Voici quel était précisément le fonctionnement de l'escroquerie: un nouveau client se présentait à la société, on lui donnait tous les renseignements voulus pour constituer son dossier, il le constituait et ce dossier était envoyé à la caisse des dépôts Au bout de trois mois environ, la caisse donnait son accord et, au bout de trois mois encore, envoyait l'argent.
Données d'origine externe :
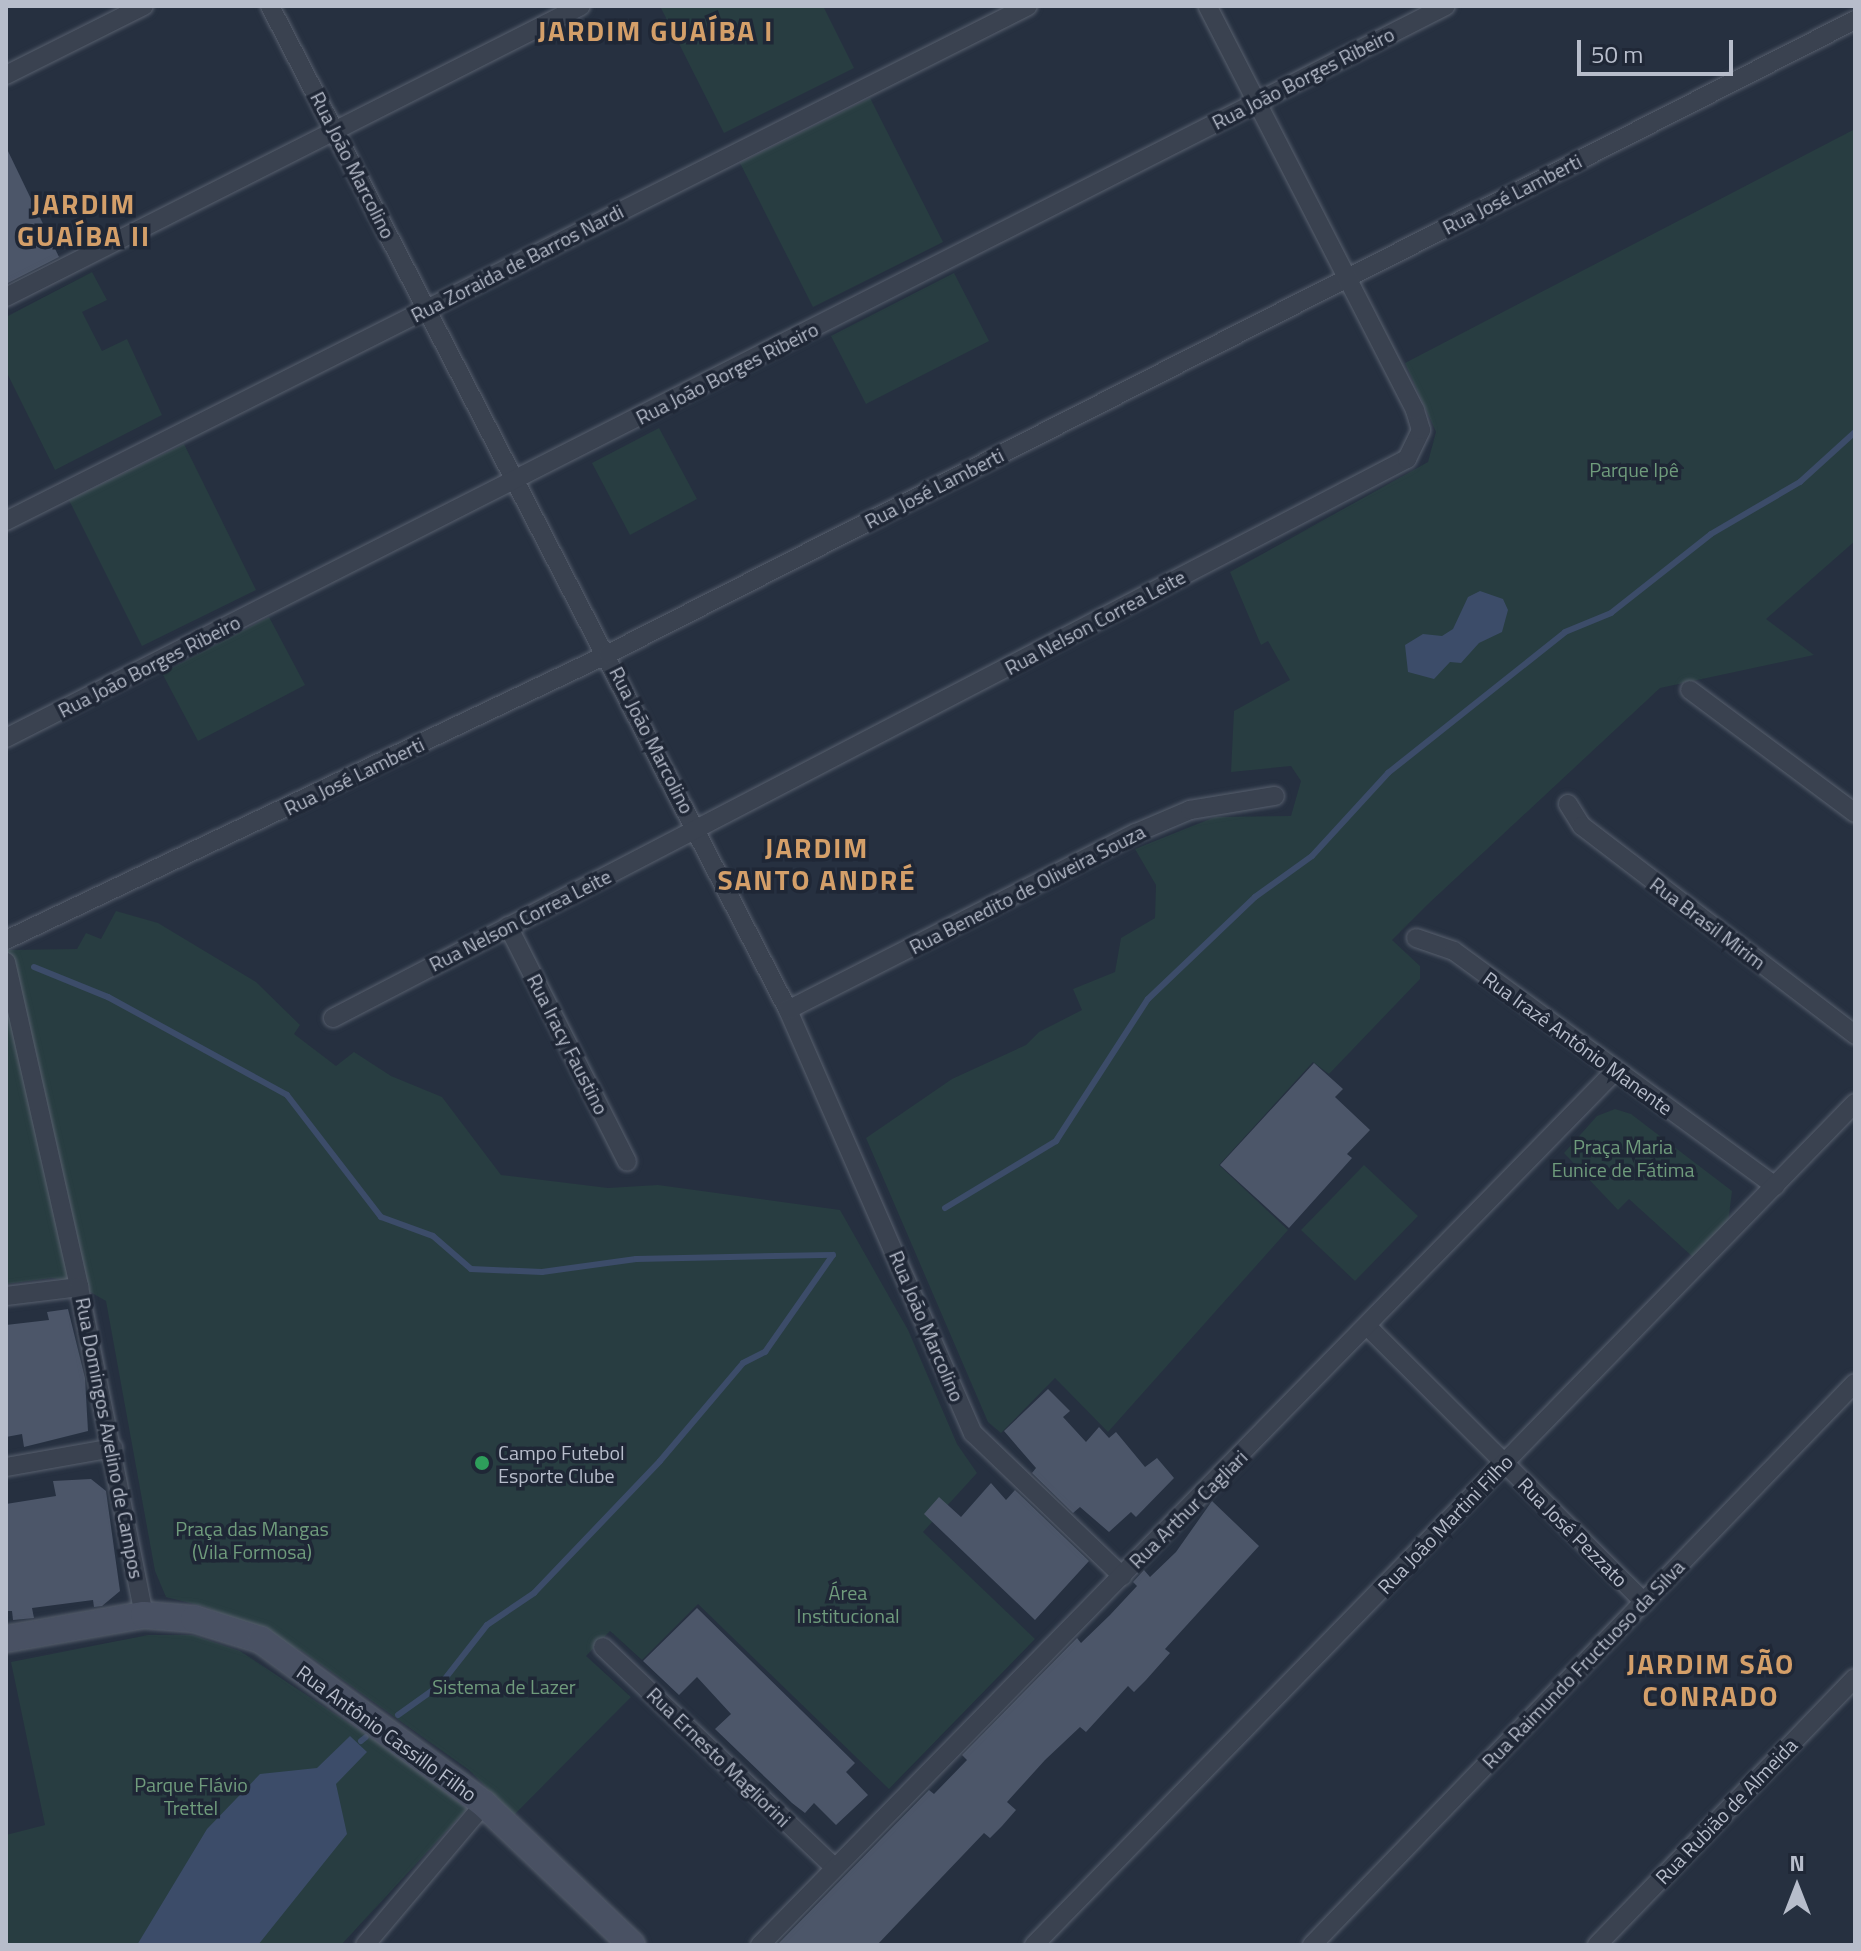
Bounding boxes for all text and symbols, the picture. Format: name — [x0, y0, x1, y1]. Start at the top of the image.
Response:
district label: JARDIM GUAÍBA I — [538, 14, 774, 48]
street label: Rua João Borges Ribeiro — [1208, 22, 1398, 134]
scale bar — [1581, 24, 1737, 74]
text: 50 m — [1591, 36, 1643, 72]
street label: Rua João Marcolino — [306, 88, 400, 242]
street label: Rua José Lamberti — [1439, 149, 1585, 239]
district label: JARDIM GUAÍBA II — [17, 187, 151, 253]
street label: Rua Zoraida de Barros Nardi — [407, 199, 627, 327]
street label: Rua João Borges Ribeiro — [632, 317, 822, 429]
street label: Rua José Lamberti — [861, 443, 1007, 533]
park label: Parque Ipê — [1589, 457, 1679, 481]
street label: Rua Nelson Correa Leite — [1001, 564, 1189, 680]
street label: Rua João Borges Ribeiro — [54, 610, 244, 722]
street label: Rua João Marcolino — [605, 663, 699, 817]
street label: Rua José Lamberti — [280, 732, 428, 820]
street label: Rua Benedito de Oliveira Souza — [905, 819, 1149, 959]
district label: JARDIM SANTO ANDRÉ — [717, 831, 917, 897]
street label: Rua Nelson Correa Leite — [425, 864, 615, 976]
street label: Rua Brasil Mirim — [1645, 872, 1771, 974]
street label: Rua Irazê Antônio Manente — [1479, 966, 1677, 1120]
street label: Rua Iracy Faustino — [522, 970, 614, 1118]
park label: Praça Maria Eunice de Fátima — [1552, 1135, 1694, 1182]
street label: Rua João Marcolino — [884, 1247, 970, 1405]
street label: Rua Domingos Avelino de Campos — [71, 1295, 149, 1581]
place label: Campo Futebol Esporte Clube — [498, 1440, 625, 1487]
street label: Rua Arthur Cagliari — [1124, 1445, 1252, 1573]
street label: Rua João Martini Filho — [1372, 1449, 1518, 1599]
marker: Campo Futebol Esporte Clube — [473, 1454, 491, 1472]
street label: Rua José Pezzato — [1513, 1472, 1633, 1592]
park label: Praça das Mangas (Vila Formosa) — [175, 1517, 329, 1564]
street label: Rua Raimundo Fructuoso da Silva — [1477, 1555, 1689, 1773]
park label: Área Institucional — [796, 1581, 900, 1628]
district label: JARDIM SÃO CONRADO — [1627, 1647, 1795, 1713]
street label: Rua Antônio Cassillo Filho — [292, 1660, 482, 1806]
park label: Sistema de Lazer — [432, 1674, 576, 1698]
street label: Rua Ernesto Magliorini — [642, 1682, 796, 1832]
street label: Rua Rubião de Almeida — [1650, 1733, 1802, 1889]
park label: Parque Flávio Trettel — [134, 1773, 248, 1820]
text: N — [1789, 1846, 1805, 1880]
north arrow — [1757, 1847, 1837, 1927]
Au bout des trois premiers mois, X conseillait à son client de donner ordre de commencer les travaux que l'entrepreneur mettait effectivement en chantier. Ces travaux arrivaient bientôt au niveau du plancher du premier étage, occasion que l'entrepreneur saisissait pour réclamer un acompte. Le client se rendait chez X pour lui demander s'il avait reçu les fonds: "Pas encore mon cher ami, mais cela ne devrait pas tarder.-- Que dois-je faire en attendant, j'ai grand peur que mon entrepreneur n'arrête les travaux, d'autre part cet homme a besoin d'argent. -- C'est très simple, acceptez une traite et sa banque lui avancera l'argent. -- Mais, monsieur, une traite c'est grave, si je ne pouvais pas la payer ... -- Avez vous peur que l'état ne fasse faillite ? Soyez tranquille vous aurez votre argent dans quelques jours." Le client signait la traite qui, un mois après arrivait a son échéance. Le client affolé courait chez X. Sachez que ces clients étaient tous des petits fonctionnaires ou des petits employés très ignorants de la circulation des traites, il aurait suffit de proroger ce papier. Ils trouvaient X, apparemment fort ennuyé, s'arrachant presque les cheveux. "Mon cher, très cher ami, je suis terriblement désolé, j'ai une mauvaise nouvel-le à vous annoncer: mes bureaux ont fait une erreur, votre dossier a été refusé. Vous aurez votre prêt, seulement il vous faut encore attendre six mois". Le client blêmissait. Une traite protestée, l'huissier chez lui, la saisie, le déshonneur, la ruine. X reprenait: "La faute vient de mon bureau c'est a moi de réparer, je ne veux pas que vous ayez le moindre ennui. Je ne ferais cela pour personne d'autre. Allez chez Y, il vous prêtera l'argent et JE CAUTIONNERAI LA TRAITE QU'IL VOUS FERA SIGNER". Soupir du client. "Sauvé, mon Dieu, et grâce à ce bon, à ce brave X qui cautionne ma traite".
Le tour était joué. Au bout des six mois l'argent arrivait, Y était remboursé et tout le monde était content. Le client n'avait pas perdu une très grosse somme, 12 % tout au plus, mais X opérait ainsi pour tous ses. clients et comme il avait un chiffre d'affaire de quatre a cinq millions par an, il touchait 24% sur ces millions, ce qui faisait une somme gigantesque pour l'époque .
A l'aide de recoupements divers (beaucoup de gens passaient par mon cabinet), je sus rapidement à quoi m'en tenir et, un jour que j'avais un avocat chez moi, je lui racontai l'histoire. Il ne me laissa pas finir... "Je sais tout cela -- Qui vous l'a raconté ? -- Mais le procureur de la République, bien sur. -- Oh. Alors ça ne durera plus longtemps." Effectivement l'affaire finit rapidement, mais elle finit tragiquement. Je ne peux à mon grand regret, vous dire la suite, cela pourrait gêner des innocents.
Quelques mois après, je rencontre Y place du commerce. A en juger par son accoutrement, il était devenu clochard. Un docteur en droit ! Il me demande, juste retour des choses d'ici bas, de lui "prêter" un peu d'argent et cela bien poliment. Je n'étais pas riche, la crise était venue. Je vidai mon porte monnaie dans ma main gauche et en partageai le contenu avec lui. Les amis sont les amis. Je ne l'ai jamais revu depuis.